Бадью начинает с того, что указывает в качестве задачи философии изобретение новых «синтезов разрыва», по сути дела, того, что Делёз называл «дизъюнктивными синтезами». Кинематограф оказывается интересен философии в силу того, что сам является множеством таких дизъюнктивных синтезов. Одним из них становится ответ на вопрос, является ли кино искусством. Кинематограф всегда остаётся как бы неполноценным искусством или недоискусством, поскольку всегда находится на грани, слишком обременен вульгарными формами, не дотягивает до настоящего искусства или оказывается в стороне от него. И из этого следуют две вещи. Во-первых, в любом кинематографическом шедевре есть пошлые детали, банальные сцены, клише и стереотипы, что при этом его совершенно не умаляет. Во-вторых, любой зритель может попасть в кинематограф через самое слабое и посредственное произведение. Введение в любое другое искусство может происходить только через шедевры, вершины. И только в кино можно войти с бокового входа, посмотрев даже плохой фильм и почувствовав, что в нем есть что-то от искусства. «Плохая живопись — это плохая живопись, и мало надежды, что она трансформируется во что-то ещё, она — как опустившаяся аристократия. Тогда как в кино вы всегда находитесь внутри демократии, стремящейся достичь абсолюта» [6].

 

Ален Бадью в фильме «Фильм Социализм» (2010) Жан-Люка Годара

 

Собственно, дизъюнктивным синтезом является само определение кино как массового искусства. Массовым, уточняет Бадью, может считаться искусство, произведения которого получают любовь и признание миллионов в момент их создания. Последнее условие исключает из понятия массового, например, живопись, которую в музеях тоже смотрят миллионы, но по прошествии времени, а не в момент появления. В качестве примера безусловно массового искусства Бадью приводит Чаплина. В чём в данном случае заключается дизъюнктивный синтез? Фраза «кино — массовое искусство» слишком привычная, поэтому легко упустить из виду, что здесь удерживаются вместе совершенно разные категории: «масса» как политическая категория и «искусство» как категория аристократическая. Категория искусства требует знакомства с историей искусств, с контекстом, а, следовательно, специального образования. Тогда как «масса» — категория демократическая. «Таким образом, в кино существует парадоксальное отношение. Отношение между гетерогенными терминами. Искусство и массы. Аристократия и демократия. Изобретение и признание. Новое и всеобщий вкус». Бадью делает оговорку, что кино может быть и авангардным, и трудным, и аристократическим, но его интересует потенциал для воплощения в кино этого дизъюнктивного синтеза.

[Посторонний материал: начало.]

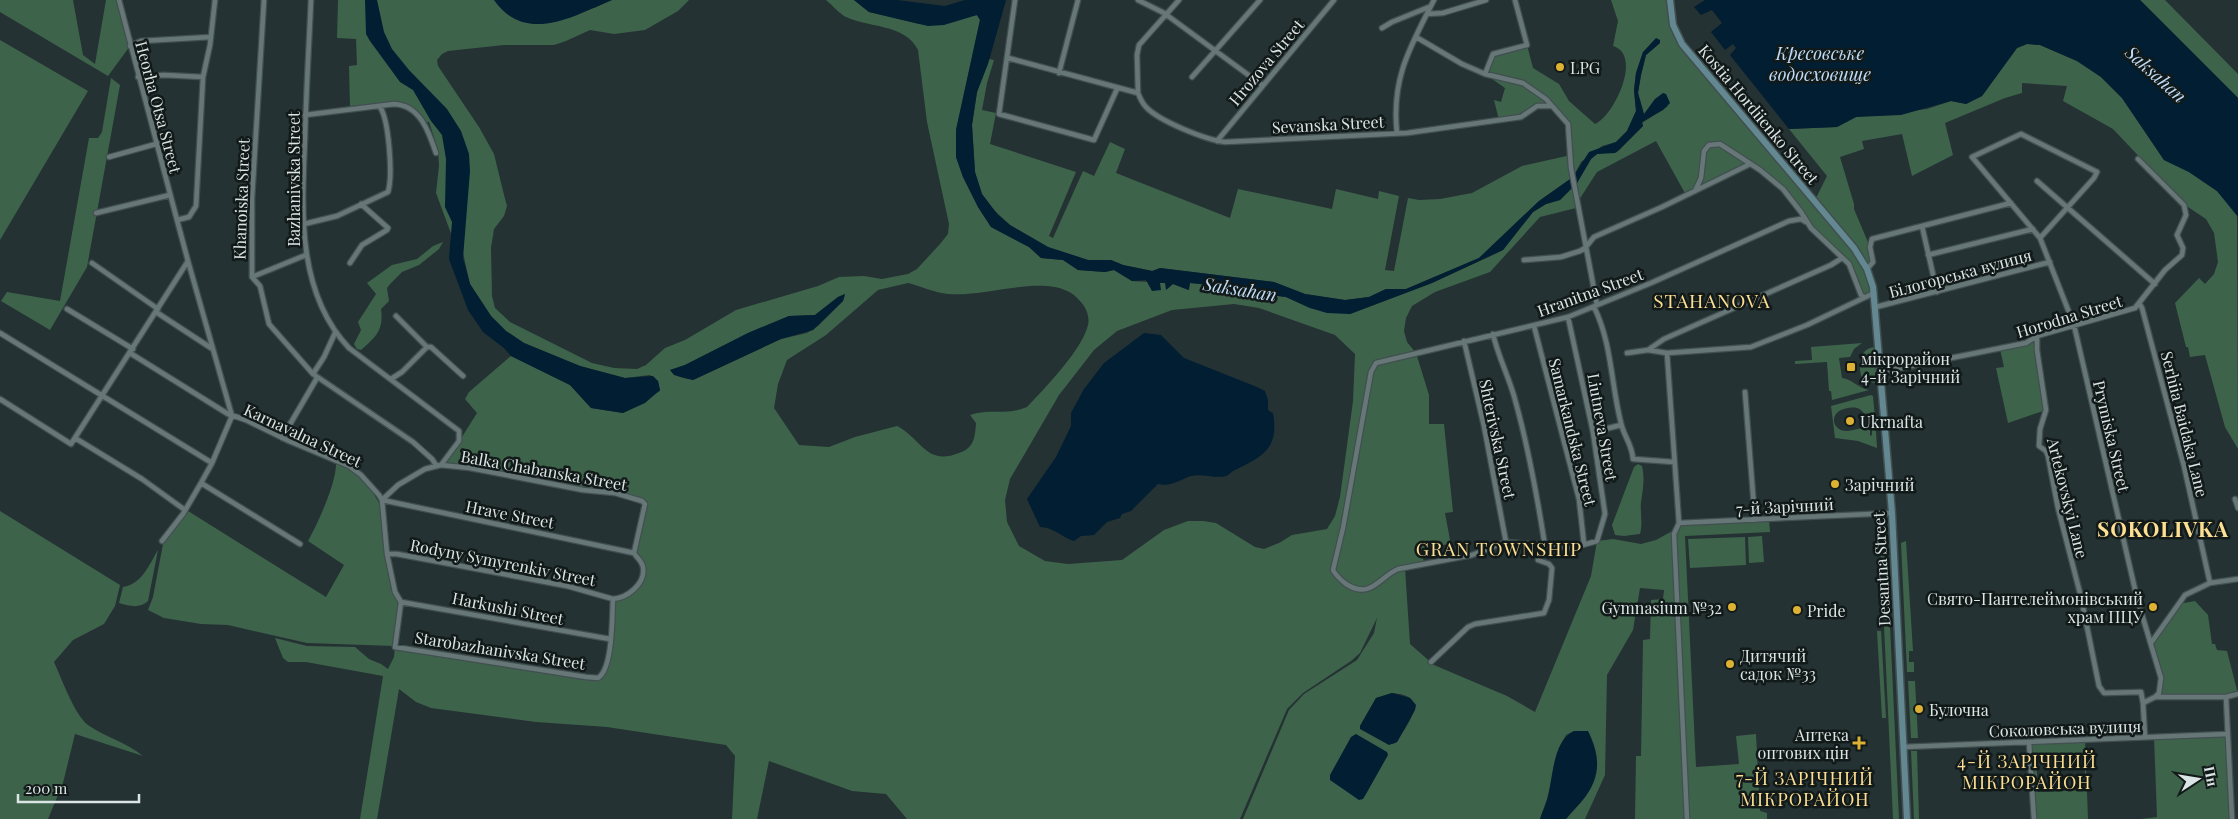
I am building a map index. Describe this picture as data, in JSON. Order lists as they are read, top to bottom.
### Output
{
  "streets": {
    "main road": ["Kostia Hordiienko Street", "Desantna Street"],
    "street": [
      "Hrozova Street",
      "Heorha Otsa Street",
      "Sevanska Street",
      "Bazhanivska Street",
      "Khanoiska Street",
      "Білогорська вулиця",
      "Hranitna Street",
      "Horodna Street",
      "Serhiia Baidaka Lane",
      "Liutneva Street",
      "Samarkandska Street",
      "Karnavalna Street",
      "Prymiska Street",
      "Shterivska Street",
      "Balka Chabanska Street",
      "Artekovskyi Lane",
      "7-й Зарічний",
      "Hrave Street",
      "Rodyny Symyrenkiv Street",
      "Harkushi Street",
      "Starobazhanivska Street",
      "Соколовська вулиця"
    ]
  },
  "crossings": [
    ["Hrozova Street", "Sevanska Street"],
    ["Heorha Otsa Street", "Karnavalna Street"],
    ["Kostia Hordiienko Street", "Desantna Street"],
    ["Bazhanivska Street", "Khanoiska Street"],
    ["Bazhanivska Street", "Balka Chabanska Street"],
    ["Khanoiska Street", "Balka Chabanska Street"],
    ["Білогорська вулиця", "Prymiska Street"],
    ["Білогорська вулиця", "Desantna Street"],
    ["Hranitna Street", "Liutneva Street"],
    ["Hranitna Street", "Samarkandska Street"],
    ["Hranitna Street", "Shterivska Street"],
    ["Horodna Street", "Serhiia Baidaka Lane"],
    ["Horodna Street", "Prymiska Street"],
    ["Horodna Street", "Artekovskyi Lane"],
    ["Horodna Street", "Desantna Street"],
    ["Liutneva Street", "Samarkandska Street"],
    ["Karnavalna Street", "Hrave Street"],
    ["Balka Chabanska Street", "Hrave Street"],
    ["7-й Зарічний", "Desantna Street"],
    ["Desantna Street", "Соколовська вулиця"],
    ["Harkushi Street", "Starobazhanivska Street"]
  ],
  "districts": [
    "STAHANOVA",
    "SOKOLIVKA",
    "GRAN TOWNSHIP",
    "4-Й ЗАРІЧНИЙ МІКРОРАЙОН",
    "7-Й ЗАРІЧНИЙ МІКРОРАЙОН"
  ],
  "water": ["Кресовське водосховище", "Saksahan"],
  "places": {
    "other": [
      "LPG",
      "Ukrnafta",
      "Зарічний",
      "Gymnasium №32",
      "Свято-Пантелеймонівський храм ПЦУ",
      "Pride",
      "Дитячий садок №33",
      "Булочна"
    ],
    "transit": ["мікрорайон 4-й Зарічний"],
    "health": ["Аптека оптових цін"]
  },
  "scale_bar": "200 m",
  "north": "right"
}
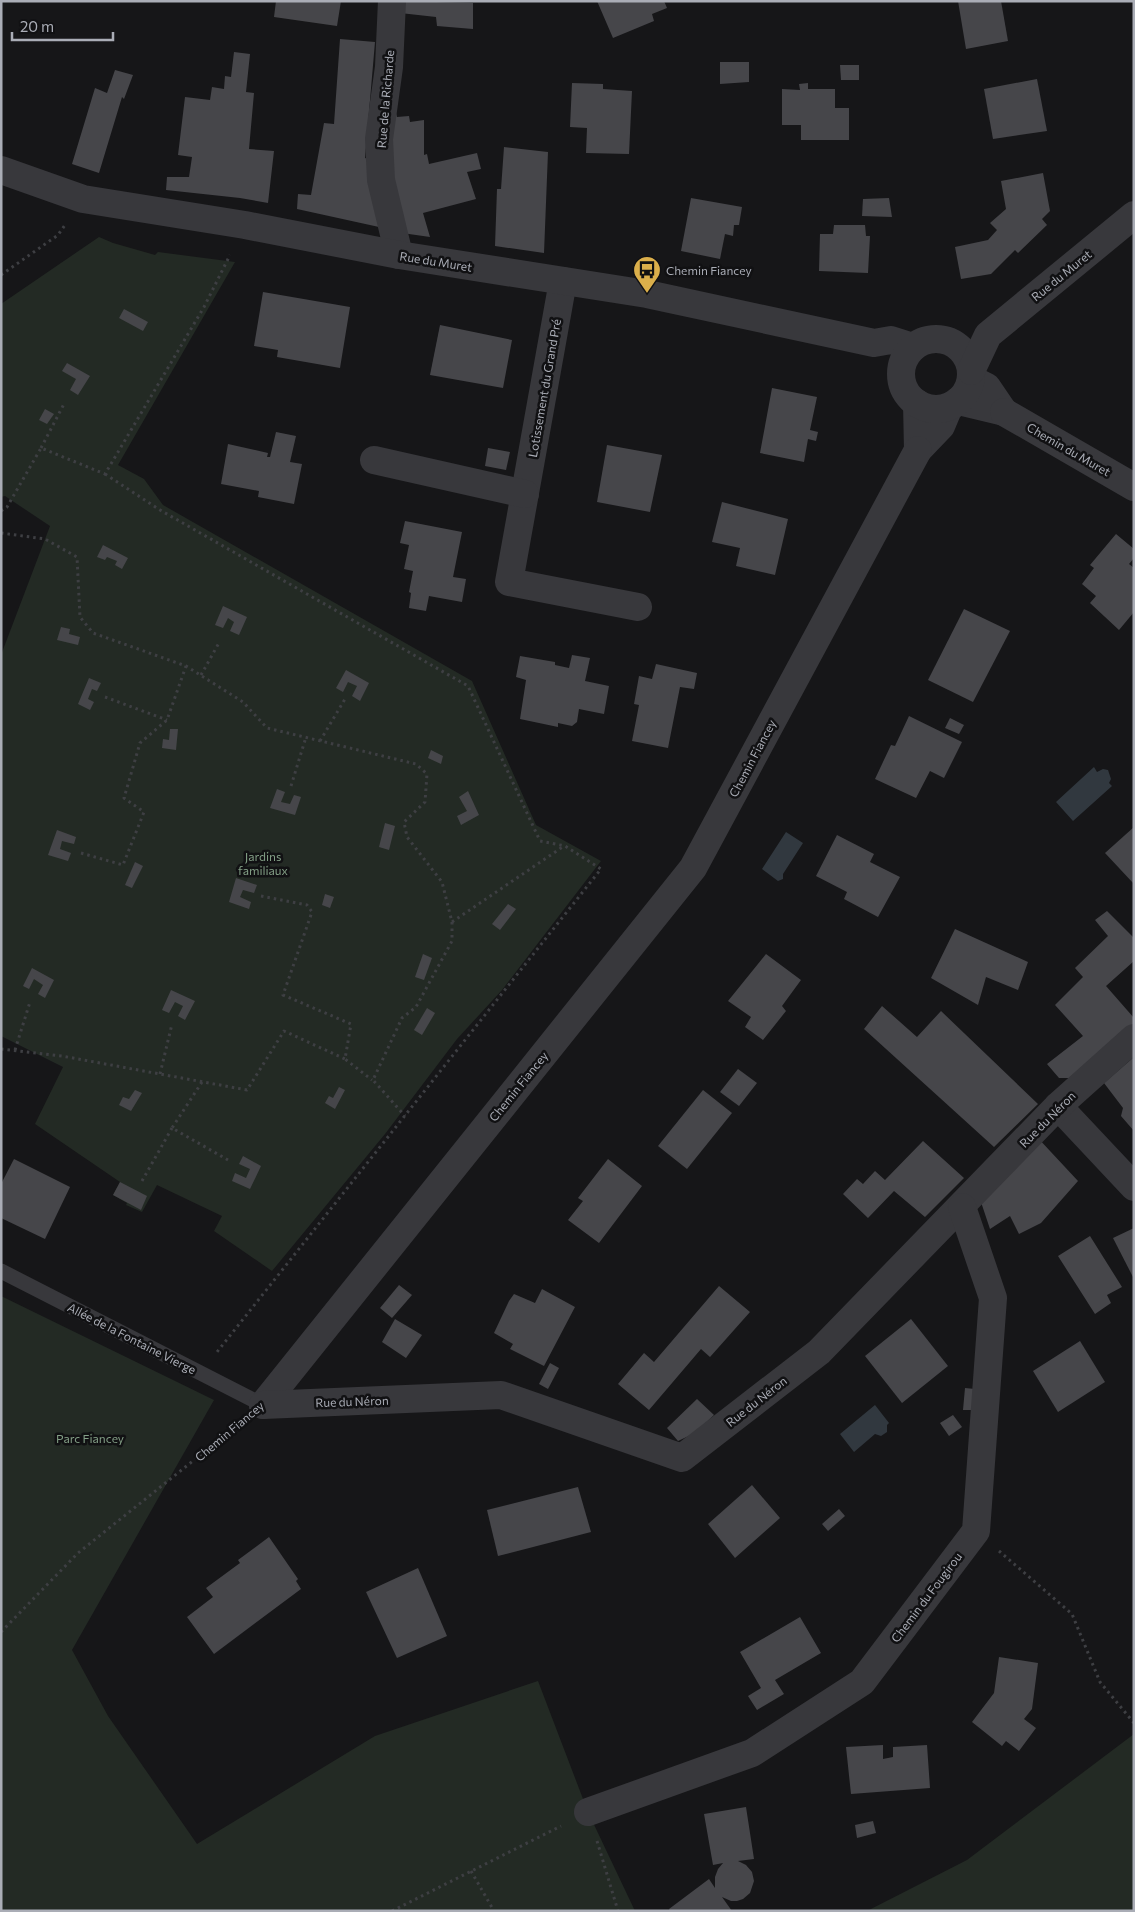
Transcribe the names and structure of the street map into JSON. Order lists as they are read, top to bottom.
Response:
{
  "streets": {
    "street": [
      "Rue de la Richarde",
      "Rue du Muret",
      "Lotissement du Grand Pré",
      "Chemin du Muret",
      "Chemin Fiancey",
      "Rue du Néron",
      "Chemin du Fougirou"
    ],
    "lane": ["Allée de la Fontaine Vierge"]
  },
  "crossings": [
    ["Rue de la Richarde", "Rue du Muret"],
    ["Rue du Muret", "Lotissement du Grand Pré"],
    ["Rue du Muret", "Chemin du Muret"],
    ["Rue du Muret", "Chemin Fiancey"],
    ["Chemin du Muret", "Chemin Fiancey"],
    ["Chemin Fiancey", "Rue du Néron"],
    ["Chemin Fiancey", "Allée de la Fontaine Vierge"],
    ["Rue du Néron", "Allée de la Fontaine Vierge"]
  ],
  "parks": ["Jardins familiaux", "Parc Fiancey"],
  "places": {
    "bus stop": ["Chemin Fiancey"]
  },
  "scale_bar": "20 m"
}
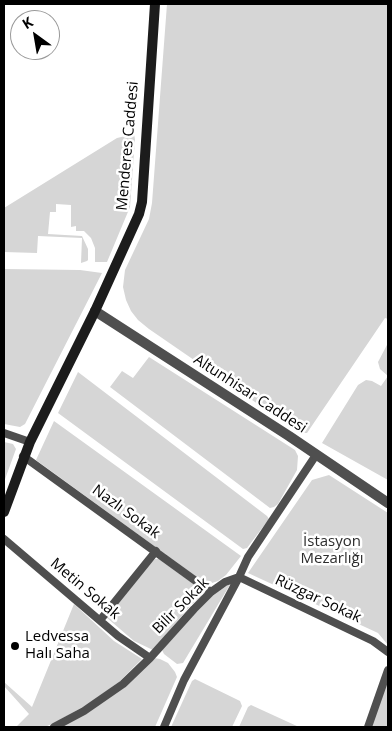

Необходимо добавить, что, как удачно сформулировал Эли Дюринг, отношение Бадью к искусству в целом — это «реквизиция» [7]. Бадью реквизирует отдельные произведения из коллективной истории искусства, системы референций. Берёт искусство «нахрапом», наплевав на дискурс знатоков, историков искусства и критиков. Его аффирмативный метод обходится без специалистов. Он стремится выбирать те произведения, которые говорят сами за себя и не нуждаются в пространных комментариях и объяснениях: «Шарло — представитель родового человечества для африканца, японца или эскимоса» [8]. Искусство не нуждается в интерпретации, потому что не находится в положении объекта, а сразу оказывается в «положении субъекта как производителя истин, соответствующих его порядку» [9].

Кино, в свою очередь, реквизирует у других видов искусства самые популярные и доступные, самые универсальные черты, делающие их понятными для любого. У живописи кино берет красоту чувственного мира, отбрасывая сложные интеллектуальные конструкции, с помощью которых развёртывается живописное пространство. «Кино — это живопись без живописи, нарисованный мир без самого рисования». У музыки оно берёт не сложное развитие темы и вариации, например, а сам факт того, что она может сопровождать повседневную жизнь. Эта музыка как аккомпанемент к субъективным состояниям, музыка как фон — тоже, по сути дела, музыка без музыки. У романной формы кинематограф берёт саму форму повествования, возможность рассказывать истории, чаще всего игнорируя психологизм. У театра кинематограф берёт актеров вместе с особой аурой, которая превращает их в звёзд.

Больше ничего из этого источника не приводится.